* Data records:

********

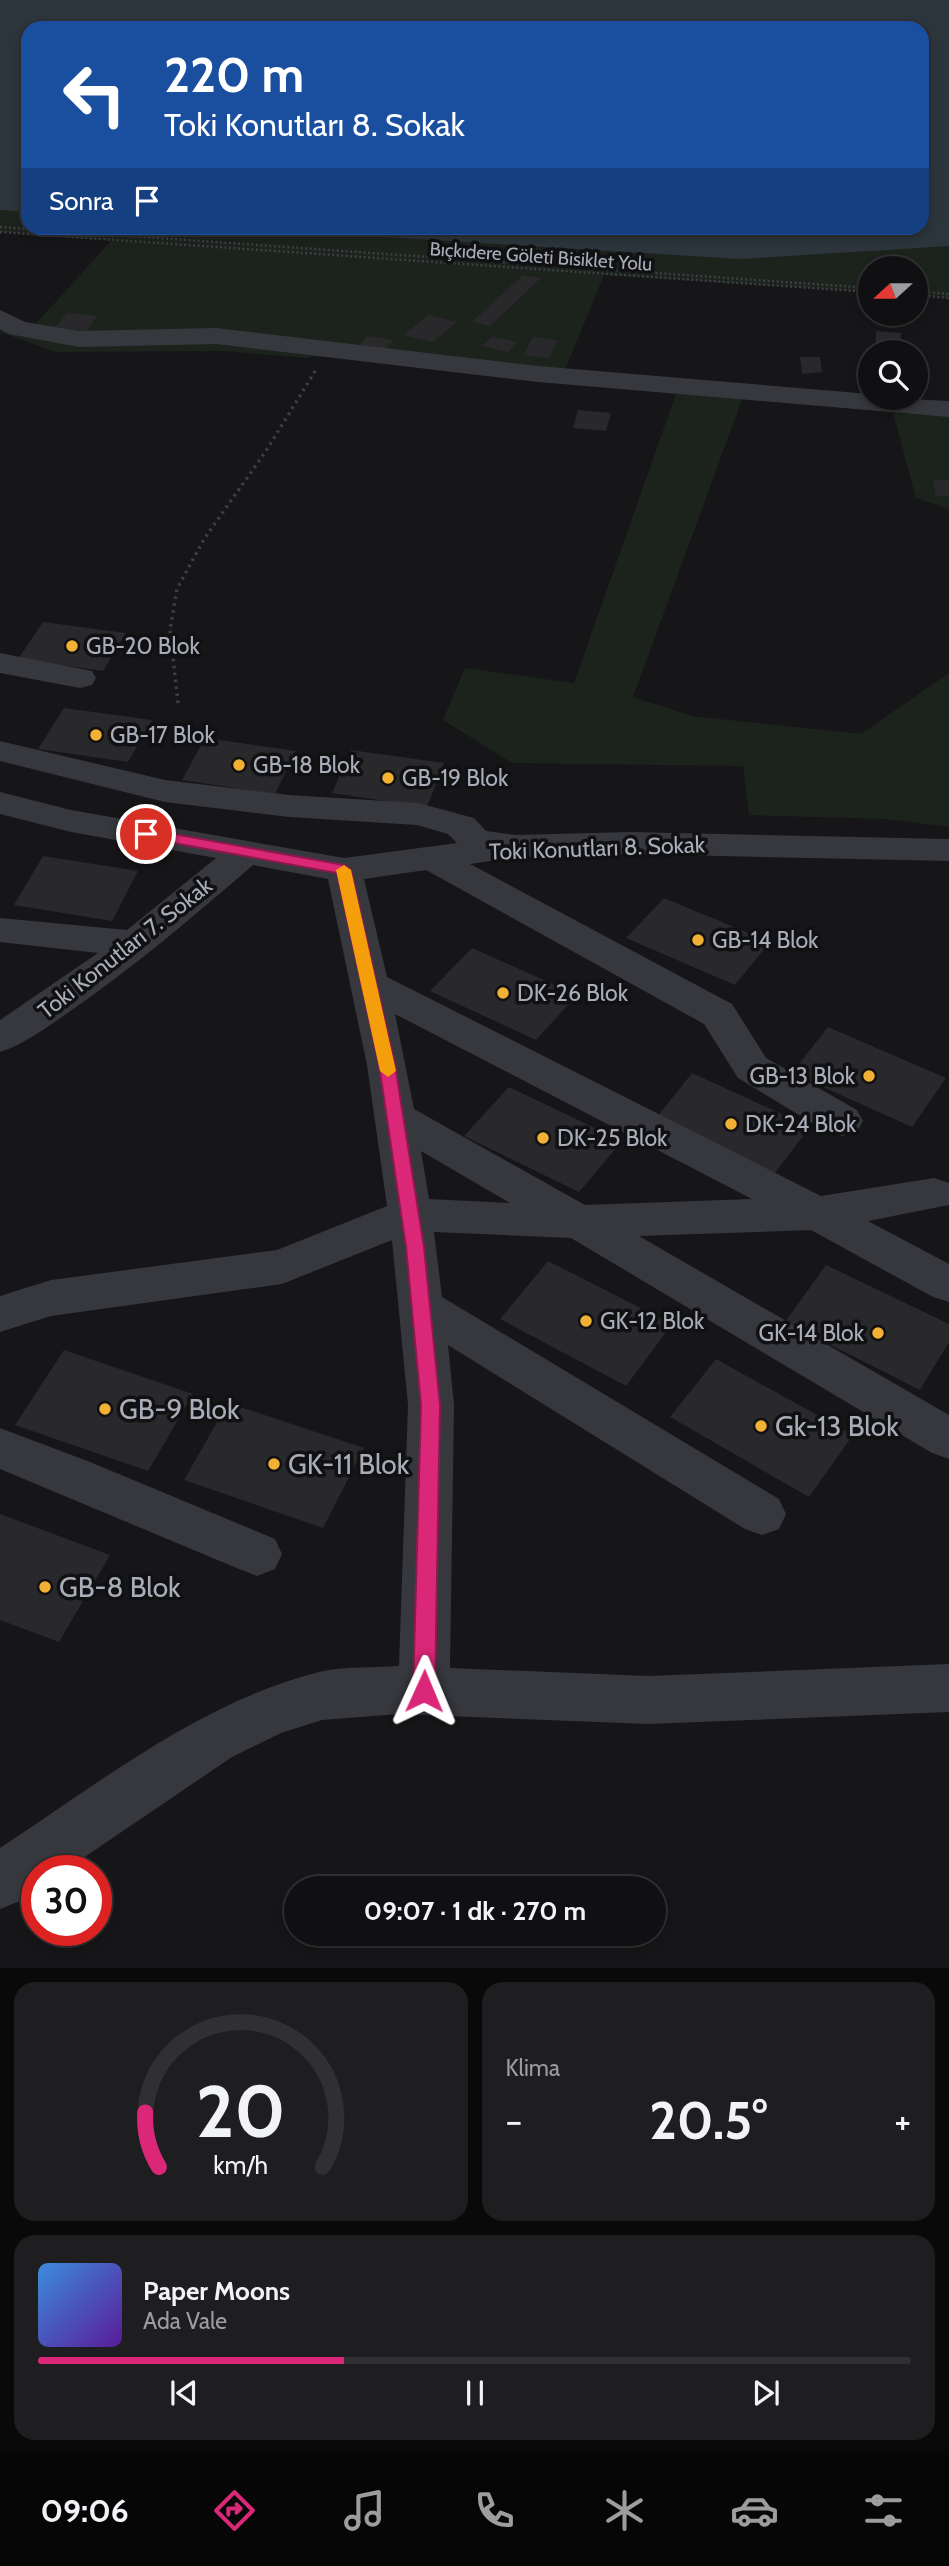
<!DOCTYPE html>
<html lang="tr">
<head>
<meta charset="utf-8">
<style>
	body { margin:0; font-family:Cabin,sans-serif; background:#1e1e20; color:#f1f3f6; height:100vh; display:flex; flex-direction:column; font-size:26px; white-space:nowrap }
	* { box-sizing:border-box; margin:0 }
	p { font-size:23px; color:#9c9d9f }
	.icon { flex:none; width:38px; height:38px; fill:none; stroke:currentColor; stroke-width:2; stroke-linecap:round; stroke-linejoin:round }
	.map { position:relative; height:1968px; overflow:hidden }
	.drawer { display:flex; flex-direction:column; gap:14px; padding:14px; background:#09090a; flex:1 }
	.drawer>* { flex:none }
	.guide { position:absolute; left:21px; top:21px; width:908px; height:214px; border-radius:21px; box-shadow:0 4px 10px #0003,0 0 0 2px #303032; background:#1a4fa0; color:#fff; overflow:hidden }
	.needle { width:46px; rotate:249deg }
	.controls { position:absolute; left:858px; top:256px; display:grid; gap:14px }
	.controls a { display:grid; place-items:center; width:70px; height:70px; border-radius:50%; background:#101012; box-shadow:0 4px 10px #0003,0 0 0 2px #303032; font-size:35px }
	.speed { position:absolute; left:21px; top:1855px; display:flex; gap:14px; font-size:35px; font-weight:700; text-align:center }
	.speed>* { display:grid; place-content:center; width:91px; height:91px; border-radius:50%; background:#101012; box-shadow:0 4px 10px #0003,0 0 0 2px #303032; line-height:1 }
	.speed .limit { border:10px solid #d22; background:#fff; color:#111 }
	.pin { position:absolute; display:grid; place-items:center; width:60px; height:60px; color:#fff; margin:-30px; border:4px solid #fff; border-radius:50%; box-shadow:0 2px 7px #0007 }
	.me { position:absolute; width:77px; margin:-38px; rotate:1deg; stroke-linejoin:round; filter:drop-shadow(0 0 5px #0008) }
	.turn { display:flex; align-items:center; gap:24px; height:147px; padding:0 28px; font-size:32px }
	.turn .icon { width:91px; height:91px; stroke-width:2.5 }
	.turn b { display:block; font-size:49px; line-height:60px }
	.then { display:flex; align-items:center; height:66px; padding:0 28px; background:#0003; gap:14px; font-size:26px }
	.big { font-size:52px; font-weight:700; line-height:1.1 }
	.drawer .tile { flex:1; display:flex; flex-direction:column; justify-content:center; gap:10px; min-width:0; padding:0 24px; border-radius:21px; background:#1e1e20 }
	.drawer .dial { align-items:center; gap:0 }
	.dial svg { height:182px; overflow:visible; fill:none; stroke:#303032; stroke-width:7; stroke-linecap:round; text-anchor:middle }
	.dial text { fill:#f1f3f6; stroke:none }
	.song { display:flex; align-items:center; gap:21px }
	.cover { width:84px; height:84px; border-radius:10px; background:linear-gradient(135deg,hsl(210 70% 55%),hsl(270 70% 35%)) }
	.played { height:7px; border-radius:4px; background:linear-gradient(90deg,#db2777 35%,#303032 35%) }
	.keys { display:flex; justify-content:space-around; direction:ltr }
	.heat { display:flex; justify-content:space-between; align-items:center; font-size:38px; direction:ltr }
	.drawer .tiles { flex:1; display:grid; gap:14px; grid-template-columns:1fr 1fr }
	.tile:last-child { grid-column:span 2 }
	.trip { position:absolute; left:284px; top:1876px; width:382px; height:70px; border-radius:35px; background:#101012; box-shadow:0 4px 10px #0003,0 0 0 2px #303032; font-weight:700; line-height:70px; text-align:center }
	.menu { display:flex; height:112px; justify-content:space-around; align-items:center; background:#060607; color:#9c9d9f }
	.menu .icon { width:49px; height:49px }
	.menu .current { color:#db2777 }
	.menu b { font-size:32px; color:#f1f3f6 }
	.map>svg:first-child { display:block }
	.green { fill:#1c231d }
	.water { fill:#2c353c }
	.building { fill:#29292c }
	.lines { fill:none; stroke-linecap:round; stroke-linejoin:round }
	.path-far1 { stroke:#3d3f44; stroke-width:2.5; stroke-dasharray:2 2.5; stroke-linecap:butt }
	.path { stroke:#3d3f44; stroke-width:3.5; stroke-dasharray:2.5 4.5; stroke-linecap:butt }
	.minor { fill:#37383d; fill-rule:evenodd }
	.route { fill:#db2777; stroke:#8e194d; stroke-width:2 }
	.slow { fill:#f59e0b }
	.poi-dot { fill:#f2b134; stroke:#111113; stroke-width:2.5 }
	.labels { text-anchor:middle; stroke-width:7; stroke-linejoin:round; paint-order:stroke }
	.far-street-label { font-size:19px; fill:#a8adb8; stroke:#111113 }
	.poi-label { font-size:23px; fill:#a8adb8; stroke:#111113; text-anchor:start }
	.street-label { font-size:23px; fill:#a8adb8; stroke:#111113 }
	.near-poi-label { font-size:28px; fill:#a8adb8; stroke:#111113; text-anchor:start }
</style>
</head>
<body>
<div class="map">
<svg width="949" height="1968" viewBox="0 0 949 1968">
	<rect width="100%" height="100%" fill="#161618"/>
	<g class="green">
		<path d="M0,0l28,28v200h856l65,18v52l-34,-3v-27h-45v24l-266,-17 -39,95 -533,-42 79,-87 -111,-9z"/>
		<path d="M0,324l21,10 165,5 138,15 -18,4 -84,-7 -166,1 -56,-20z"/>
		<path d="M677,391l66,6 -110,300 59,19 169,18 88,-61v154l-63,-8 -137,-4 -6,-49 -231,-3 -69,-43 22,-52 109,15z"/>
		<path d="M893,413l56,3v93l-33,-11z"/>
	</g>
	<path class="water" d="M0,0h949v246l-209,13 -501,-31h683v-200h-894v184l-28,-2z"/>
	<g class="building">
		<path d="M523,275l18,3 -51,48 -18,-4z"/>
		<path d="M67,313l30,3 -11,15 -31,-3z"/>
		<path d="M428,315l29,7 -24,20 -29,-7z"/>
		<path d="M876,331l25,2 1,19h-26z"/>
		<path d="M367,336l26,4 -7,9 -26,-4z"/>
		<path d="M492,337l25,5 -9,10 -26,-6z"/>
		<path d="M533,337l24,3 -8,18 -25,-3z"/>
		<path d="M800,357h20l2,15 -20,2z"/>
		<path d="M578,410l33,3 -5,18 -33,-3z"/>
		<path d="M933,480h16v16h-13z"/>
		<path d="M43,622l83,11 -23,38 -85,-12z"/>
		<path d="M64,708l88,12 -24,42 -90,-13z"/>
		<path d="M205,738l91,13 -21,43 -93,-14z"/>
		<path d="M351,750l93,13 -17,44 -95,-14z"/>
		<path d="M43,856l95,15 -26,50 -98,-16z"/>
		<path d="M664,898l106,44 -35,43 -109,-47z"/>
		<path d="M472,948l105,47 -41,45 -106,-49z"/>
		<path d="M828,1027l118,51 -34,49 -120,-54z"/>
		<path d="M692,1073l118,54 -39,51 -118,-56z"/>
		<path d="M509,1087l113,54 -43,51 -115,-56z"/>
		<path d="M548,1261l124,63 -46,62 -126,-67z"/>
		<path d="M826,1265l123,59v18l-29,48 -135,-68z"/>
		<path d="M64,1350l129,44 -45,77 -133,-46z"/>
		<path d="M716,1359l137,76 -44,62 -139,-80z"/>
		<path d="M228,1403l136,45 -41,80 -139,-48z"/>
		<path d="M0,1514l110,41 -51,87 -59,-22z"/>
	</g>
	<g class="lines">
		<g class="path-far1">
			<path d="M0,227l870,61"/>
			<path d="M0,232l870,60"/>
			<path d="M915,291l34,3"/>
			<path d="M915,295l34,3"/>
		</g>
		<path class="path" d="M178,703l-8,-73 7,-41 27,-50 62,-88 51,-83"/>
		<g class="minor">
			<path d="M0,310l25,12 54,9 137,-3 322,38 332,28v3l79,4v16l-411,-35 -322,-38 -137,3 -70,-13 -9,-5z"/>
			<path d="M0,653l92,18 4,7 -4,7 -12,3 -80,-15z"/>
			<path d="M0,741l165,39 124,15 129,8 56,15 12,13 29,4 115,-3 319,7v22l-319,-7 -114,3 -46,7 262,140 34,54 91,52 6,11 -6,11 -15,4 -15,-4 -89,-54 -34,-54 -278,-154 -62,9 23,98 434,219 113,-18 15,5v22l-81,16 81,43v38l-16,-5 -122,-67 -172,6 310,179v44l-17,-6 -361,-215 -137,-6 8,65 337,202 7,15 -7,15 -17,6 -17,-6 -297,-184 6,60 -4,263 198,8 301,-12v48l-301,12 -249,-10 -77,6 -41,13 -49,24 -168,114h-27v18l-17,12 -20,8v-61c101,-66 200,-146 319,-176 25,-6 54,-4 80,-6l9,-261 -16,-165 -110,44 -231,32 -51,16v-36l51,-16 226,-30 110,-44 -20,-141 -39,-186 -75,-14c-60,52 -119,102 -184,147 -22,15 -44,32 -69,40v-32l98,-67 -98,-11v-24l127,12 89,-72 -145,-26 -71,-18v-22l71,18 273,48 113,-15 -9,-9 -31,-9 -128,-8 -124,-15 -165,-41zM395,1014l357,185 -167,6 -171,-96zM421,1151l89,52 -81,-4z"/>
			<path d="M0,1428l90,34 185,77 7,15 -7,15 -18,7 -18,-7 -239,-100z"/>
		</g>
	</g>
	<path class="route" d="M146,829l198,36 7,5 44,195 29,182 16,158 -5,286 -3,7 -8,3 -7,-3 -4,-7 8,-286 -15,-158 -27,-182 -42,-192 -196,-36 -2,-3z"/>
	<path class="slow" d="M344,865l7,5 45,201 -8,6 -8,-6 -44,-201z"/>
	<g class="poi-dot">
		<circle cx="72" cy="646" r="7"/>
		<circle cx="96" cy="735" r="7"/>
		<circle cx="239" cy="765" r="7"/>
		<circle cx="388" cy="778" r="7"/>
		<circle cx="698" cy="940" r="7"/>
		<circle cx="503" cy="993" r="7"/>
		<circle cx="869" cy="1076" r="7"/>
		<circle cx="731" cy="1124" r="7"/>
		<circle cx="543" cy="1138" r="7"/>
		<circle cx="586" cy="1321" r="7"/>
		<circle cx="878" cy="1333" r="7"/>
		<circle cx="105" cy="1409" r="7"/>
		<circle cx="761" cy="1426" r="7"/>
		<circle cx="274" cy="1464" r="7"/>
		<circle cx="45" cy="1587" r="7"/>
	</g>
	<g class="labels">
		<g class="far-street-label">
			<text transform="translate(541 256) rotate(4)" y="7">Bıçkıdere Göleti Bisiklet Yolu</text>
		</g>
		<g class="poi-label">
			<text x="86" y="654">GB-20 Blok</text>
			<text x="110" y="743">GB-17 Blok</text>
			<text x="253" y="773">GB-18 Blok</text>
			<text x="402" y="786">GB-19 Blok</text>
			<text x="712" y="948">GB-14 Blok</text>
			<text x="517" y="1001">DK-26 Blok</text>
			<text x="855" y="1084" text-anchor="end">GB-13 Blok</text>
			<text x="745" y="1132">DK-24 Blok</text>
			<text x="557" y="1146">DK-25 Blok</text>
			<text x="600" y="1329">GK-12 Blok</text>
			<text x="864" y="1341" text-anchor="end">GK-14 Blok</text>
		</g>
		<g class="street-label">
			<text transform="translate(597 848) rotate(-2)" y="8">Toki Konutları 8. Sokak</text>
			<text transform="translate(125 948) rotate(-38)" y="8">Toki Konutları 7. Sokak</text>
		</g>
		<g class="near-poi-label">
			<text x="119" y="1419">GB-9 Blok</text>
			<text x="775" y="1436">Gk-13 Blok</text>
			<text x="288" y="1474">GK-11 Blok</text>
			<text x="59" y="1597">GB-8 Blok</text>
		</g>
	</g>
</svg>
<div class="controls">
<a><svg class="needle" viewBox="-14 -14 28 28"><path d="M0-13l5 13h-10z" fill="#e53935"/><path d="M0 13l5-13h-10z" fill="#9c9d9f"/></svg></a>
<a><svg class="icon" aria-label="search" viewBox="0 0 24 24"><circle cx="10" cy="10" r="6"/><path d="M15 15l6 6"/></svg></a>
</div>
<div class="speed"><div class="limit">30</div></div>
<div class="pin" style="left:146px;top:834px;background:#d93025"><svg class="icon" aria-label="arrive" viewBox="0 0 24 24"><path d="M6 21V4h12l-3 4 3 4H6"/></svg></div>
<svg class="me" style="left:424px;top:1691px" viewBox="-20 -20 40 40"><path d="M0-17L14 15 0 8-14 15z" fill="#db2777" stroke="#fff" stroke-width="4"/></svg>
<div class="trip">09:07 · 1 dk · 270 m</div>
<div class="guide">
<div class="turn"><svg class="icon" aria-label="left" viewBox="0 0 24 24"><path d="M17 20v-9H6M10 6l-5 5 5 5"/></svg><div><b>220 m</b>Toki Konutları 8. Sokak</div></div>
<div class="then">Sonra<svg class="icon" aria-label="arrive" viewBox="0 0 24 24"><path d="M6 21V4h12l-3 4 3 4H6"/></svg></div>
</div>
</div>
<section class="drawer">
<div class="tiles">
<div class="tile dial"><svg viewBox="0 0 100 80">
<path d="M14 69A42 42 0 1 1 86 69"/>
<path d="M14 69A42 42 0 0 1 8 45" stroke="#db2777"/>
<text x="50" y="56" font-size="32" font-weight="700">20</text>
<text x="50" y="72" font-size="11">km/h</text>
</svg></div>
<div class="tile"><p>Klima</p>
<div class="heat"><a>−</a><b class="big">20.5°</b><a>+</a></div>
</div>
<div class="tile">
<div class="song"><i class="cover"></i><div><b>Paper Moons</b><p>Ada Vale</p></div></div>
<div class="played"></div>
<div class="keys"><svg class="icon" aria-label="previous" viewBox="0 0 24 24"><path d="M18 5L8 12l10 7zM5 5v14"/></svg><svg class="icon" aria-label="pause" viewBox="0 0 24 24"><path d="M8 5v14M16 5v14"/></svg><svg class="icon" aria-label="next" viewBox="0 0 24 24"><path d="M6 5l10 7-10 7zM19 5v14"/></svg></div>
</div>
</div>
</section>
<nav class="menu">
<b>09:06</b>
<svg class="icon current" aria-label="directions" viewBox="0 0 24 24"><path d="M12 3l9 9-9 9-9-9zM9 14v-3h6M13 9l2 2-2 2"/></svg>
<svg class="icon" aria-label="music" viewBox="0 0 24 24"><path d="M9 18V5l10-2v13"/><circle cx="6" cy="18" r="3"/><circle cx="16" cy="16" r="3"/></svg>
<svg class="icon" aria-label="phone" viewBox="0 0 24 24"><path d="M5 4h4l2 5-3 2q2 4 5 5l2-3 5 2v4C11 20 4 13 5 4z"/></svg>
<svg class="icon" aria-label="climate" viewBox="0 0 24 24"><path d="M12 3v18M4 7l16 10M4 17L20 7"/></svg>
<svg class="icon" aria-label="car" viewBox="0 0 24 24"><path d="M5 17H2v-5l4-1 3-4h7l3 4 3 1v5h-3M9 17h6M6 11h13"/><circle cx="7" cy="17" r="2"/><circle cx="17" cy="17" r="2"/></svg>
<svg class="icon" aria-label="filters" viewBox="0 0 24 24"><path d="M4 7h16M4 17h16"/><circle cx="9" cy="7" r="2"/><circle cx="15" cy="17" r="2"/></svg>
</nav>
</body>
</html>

********

* PROBLEM DETAILS: Only the lines from the start of the records above through the line containing "border:10px solid #d22;" should be returned, exactly and with both ends, please; the pictures stay out.

* TASK RESULT:
<!DOCTYPE html>
<html lang="tr">
<head>
<meta charset="utf-8">
<style>
	body { margin:0; font-family:Cabin,sans-serif; background:#1e1e20; color:#f1f3f6; height:100vh; display:flex; flex-direction:column; font-size:26px; white-space:nowrap }
	* { box-sizing:border-box; margin:0 }
	p { font-size:23px; color:#9c9d9f }
	.icon { flex:none; width:38px; height:38px; fill:none; stroke:currentColor; stroke-width:2; stroke-linecap:round; stroke-linejoin:round }
	.map { position:relative; height:1968px; overflow:hidden }
	.drawer { display:flex; flex-direction:column; gap:14px; padding:14px; background:#09090a; flex:1 }
	.drawer>* { flex:none }
	.guide { position:absolute; left:21px; top:21px; width:908px; height:214px; border-radius:21px; box-shadow:0 4px 10px #0003,0 0 0 2px #303032; background:#1a4fa0; color:#fff; overflow:hidden }
	.needle { width:46px; rotate:249deg }
	.controls { position:absolute; left:858px; top:256px; display:grid; gap:14px }
	.controls a { display:grid; place-items:center; width:70px; height:70px; border-radius:50%; background:#101012; box-shadow:0 4px 10px #0003,0 0 0 2px #303032; font-size:35px }
	.speed { position:absolute; left:21px; top:1855px; display:flex; gap:14px; font-size:35px; font-weight:700; text-align:center }
	.speed>* { display:grid; place-content:center; width:91px; height:91px; border-radius:50%; background:#101012; box-shadow:0 4px 10px #0003,0 0 0 2px #303032; line-height:1 }
	.speed .limit { border:10px solid #d22; background:#fff; color:#111 }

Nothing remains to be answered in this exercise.